- What the task requires: Each line from the one that contains "const sky = c.createLinearGradient(0, 0, 0, 391);" to the end of the material must be set down exactly, and no line before it.

- Given records:

──────────────────────────────

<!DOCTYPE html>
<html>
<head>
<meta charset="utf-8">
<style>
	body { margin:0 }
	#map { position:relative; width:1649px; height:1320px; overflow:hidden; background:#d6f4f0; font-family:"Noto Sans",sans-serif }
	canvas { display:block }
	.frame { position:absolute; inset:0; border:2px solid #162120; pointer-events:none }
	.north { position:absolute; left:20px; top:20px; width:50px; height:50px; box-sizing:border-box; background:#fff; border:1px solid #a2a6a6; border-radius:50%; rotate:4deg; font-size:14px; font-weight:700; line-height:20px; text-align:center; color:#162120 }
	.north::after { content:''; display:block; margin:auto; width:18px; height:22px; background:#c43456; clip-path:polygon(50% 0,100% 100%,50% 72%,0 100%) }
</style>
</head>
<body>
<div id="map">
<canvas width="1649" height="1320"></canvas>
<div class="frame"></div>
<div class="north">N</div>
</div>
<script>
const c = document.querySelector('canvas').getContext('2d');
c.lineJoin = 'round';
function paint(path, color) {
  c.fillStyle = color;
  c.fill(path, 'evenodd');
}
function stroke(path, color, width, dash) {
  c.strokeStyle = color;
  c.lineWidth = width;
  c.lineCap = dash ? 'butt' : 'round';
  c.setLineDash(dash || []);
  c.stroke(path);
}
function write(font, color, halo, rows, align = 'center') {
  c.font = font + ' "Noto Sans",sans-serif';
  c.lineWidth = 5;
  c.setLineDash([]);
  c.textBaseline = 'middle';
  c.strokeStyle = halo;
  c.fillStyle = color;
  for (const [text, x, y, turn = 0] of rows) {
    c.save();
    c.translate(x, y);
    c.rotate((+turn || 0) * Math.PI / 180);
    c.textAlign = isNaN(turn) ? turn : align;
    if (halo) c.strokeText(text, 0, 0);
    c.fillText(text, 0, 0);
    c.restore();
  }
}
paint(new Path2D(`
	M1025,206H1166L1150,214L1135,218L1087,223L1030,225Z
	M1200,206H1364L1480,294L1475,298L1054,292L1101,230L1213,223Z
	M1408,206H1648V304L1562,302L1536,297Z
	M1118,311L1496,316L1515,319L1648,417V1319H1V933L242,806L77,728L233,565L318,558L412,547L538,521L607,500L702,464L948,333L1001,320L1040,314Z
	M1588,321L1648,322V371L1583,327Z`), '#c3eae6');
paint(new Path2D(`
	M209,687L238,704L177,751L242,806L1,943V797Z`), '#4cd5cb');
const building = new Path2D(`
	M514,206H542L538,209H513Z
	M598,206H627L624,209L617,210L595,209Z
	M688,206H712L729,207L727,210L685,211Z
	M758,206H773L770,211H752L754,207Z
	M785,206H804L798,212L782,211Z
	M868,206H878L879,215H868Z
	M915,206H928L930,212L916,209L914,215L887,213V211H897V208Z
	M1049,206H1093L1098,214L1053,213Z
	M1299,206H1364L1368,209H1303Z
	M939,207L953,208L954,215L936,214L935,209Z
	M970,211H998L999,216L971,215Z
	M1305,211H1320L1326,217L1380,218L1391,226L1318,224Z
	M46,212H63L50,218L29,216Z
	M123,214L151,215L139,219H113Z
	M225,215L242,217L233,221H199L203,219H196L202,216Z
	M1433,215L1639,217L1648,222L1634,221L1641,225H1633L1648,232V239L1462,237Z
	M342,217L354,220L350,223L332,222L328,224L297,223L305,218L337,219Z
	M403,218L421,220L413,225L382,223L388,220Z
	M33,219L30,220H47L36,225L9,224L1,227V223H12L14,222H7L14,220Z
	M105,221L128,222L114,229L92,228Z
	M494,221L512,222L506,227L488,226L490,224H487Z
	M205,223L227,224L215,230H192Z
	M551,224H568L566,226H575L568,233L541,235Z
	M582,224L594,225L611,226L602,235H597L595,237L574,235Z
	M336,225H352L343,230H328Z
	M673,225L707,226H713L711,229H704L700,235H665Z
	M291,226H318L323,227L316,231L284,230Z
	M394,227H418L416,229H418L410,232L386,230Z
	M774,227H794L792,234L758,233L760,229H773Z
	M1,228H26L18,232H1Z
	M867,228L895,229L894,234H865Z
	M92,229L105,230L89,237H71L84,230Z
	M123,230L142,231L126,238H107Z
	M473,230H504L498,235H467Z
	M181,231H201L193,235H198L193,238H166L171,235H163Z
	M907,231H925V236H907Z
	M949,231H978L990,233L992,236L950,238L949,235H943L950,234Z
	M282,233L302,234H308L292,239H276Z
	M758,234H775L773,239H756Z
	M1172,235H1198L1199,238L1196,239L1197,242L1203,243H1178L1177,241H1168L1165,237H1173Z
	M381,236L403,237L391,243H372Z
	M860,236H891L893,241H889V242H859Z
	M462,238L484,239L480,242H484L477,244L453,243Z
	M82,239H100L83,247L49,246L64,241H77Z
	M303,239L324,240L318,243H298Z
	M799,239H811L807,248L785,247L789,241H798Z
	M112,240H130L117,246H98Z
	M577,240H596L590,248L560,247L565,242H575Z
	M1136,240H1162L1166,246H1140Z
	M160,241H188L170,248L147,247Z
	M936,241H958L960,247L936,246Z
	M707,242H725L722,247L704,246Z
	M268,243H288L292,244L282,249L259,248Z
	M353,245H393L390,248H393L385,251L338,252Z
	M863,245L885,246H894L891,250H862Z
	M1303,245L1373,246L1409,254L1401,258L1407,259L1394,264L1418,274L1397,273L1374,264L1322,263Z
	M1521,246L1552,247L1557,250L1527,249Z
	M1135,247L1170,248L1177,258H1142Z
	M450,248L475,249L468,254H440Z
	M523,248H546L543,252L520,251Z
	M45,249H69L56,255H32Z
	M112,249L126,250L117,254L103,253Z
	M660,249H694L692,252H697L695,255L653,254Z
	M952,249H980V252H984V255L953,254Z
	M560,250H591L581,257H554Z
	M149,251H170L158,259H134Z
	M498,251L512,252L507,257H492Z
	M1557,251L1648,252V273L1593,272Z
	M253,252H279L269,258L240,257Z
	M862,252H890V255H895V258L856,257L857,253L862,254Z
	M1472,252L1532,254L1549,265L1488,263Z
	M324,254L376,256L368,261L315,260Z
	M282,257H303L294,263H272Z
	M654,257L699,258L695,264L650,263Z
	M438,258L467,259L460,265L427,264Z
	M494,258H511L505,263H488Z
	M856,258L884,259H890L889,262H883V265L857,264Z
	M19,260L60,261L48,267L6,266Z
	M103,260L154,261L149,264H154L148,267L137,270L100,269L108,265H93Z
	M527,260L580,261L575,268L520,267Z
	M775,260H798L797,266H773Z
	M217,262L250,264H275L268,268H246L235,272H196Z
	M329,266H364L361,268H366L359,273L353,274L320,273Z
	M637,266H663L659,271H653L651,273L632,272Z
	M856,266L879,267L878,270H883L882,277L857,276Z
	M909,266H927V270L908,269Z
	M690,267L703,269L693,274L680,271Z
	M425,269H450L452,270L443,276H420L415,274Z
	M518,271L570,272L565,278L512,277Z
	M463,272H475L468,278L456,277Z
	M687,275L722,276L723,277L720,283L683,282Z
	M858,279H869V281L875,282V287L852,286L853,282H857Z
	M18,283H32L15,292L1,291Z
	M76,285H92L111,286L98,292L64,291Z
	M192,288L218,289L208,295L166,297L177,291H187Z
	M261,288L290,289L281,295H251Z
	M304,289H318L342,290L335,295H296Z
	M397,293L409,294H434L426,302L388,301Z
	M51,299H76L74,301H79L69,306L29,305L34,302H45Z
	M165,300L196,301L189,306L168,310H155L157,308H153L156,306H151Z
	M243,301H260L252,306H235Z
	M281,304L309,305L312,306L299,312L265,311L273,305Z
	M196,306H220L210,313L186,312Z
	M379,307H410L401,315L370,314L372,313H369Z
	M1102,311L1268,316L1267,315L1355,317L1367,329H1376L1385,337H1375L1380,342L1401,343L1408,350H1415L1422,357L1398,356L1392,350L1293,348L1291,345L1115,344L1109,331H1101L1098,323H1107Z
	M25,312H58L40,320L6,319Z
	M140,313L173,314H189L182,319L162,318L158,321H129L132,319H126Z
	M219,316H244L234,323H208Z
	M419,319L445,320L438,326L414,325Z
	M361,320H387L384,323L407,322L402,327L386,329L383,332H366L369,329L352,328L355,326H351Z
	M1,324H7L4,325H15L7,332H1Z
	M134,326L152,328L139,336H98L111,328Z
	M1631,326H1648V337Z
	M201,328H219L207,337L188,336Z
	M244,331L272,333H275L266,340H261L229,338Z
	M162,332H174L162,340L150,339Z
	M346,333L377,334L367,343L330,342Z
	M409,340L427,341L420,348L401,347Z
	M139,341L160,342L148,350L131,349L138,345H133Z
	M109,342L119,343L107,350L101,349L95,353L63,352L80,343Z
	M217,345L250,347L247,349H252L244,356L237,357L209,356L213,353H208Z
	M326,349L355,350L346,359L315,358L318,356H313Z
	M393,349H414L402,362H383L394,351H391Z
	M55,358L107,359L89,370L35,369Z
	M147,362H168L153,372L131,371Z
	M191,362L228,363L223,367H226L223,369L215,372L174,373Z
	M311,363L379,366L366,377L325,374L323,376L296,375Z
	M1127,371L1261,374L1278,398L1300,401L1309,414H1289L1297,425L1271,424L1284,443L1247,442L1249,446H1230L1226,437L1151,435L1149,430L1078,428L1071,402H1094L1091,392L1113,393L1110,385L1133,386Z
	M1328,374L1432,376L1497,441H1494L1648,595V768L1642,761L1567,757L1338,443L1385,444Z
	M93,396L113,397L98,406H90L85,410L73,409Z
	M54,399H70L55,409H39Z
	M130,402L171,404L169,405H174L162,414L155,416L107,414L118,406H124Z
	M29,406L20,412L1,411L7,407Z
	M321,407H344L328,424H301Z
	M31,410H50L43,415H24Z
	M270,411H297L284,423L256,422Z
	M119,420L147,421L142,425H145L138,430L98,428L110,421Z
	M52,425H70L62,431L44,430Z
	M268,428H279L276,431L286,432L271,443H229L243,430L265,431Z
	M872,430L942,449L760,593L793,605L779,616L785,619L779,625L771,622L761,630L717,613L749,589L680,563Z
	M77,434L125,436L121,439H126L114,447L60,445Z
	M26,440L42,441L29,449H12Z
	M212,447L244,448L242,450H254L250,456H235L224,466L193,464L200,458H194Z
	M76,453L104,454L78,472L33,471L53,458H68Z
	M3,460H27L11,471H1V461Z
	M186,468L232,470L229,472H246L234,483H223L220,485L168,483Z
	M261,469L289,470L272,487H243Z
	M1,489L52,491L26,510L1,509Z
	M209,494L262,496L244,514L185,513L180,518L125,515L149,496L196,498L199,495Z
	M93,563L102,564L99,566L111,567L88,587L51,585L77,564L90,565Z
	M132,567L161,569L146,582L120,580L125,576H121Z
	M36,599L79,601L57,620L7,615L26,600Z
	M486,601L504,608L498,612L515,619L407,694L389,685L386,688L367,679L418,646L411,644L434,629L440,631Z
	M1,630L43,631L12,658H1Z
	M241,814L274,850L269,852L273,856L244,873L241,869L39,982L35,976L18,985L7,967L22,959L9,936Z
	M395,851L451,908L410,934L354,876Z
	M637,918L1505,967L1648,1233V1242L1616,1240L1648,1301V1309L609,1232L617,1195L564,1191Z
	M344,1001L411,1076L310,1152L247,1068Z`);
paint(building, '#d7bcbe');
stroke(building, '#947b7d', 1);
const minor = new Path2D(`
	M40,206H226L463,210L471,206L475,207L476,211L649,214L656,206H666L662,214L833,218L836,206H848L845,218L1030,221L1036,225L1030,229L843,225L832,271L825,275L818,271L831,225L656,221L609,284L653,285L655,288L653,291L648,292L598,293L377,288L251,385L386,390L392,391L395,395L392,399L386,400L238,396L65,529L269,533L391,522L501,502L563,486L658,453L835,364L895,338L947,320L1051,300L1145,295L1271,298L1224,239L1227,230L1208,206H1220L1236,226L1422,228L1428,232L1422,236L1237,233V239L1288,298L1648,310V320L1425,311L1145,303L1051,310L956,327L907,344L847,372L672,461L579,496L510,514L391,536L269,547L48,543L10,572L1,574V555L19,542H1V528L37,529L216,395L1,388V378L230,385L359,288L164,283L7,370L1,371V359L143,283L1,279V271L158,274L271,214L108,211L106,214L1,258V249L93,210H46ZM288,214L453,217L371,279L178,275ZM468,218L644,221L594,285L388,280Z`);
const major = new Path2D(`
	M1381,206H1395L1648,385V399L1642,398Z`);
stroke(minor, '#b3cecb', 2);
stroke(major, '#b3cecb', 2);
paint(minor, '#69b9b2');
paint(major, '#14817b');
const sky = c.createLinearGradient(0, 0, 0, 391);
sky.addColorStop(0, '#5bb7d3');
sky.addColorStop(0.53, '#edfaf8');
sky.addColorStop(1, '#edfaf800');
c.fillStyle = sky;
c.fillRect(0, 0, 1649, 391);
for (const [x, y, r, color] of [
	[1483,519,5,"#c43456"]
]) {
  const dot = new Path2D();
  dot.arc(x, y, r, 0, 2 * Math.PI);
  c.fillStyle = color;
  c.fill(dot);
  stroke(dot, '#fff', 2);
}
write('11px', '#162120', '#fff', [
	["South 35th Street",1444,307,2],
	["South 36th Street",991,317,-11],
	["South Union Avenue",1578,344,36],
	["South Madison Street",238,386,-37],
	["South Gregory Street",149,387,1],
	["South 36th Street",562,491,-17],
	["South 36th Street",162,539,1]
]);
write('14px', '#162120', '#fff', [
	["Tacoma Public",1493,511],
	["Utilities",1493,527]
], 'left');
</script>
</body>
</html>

──────────────────────────────

- Solution to the problem:
const sky = c.createLinearGradient(0, 0, 0, 391);
sky.addColorStop(0, '#5bb7d3');
sky.addColorStop(0.53, '#edfaf8');
sky.addColorStop(1, '#edfaf800');
c.fillStyle = sky;
c.fillRect(0, 0, 1649, 391);
for (const [x, y, r, color] of [
	[1483,519,5,"#c43456"]
]) {
  const dot = new Path2D();
  dot.arc(x, y, r, 0, 2 * Math.PI);
  c.fillStyle = color;
  c.fill(dot);
  stroke(dot, '#fff', 2);
}
write('11px', '#162120', '#fff', [
	["South 35th Street",1444,307,2],
	["South 36th Street",991,317,-11],
	["South Union Avenue",1578,344,36],
	["South Madison Street",238,386,-37],
	["South Gregory Street",149,387,1],
	["South 36th Street",562,491,-17],
	["South 36th Street",162,539,1]
]);
write('14px', '#162120', '#fff', [
	["Tacoma Public",1493,511],
	["Utilities",1493,527]
], 'left');
</script>
</body>
</html>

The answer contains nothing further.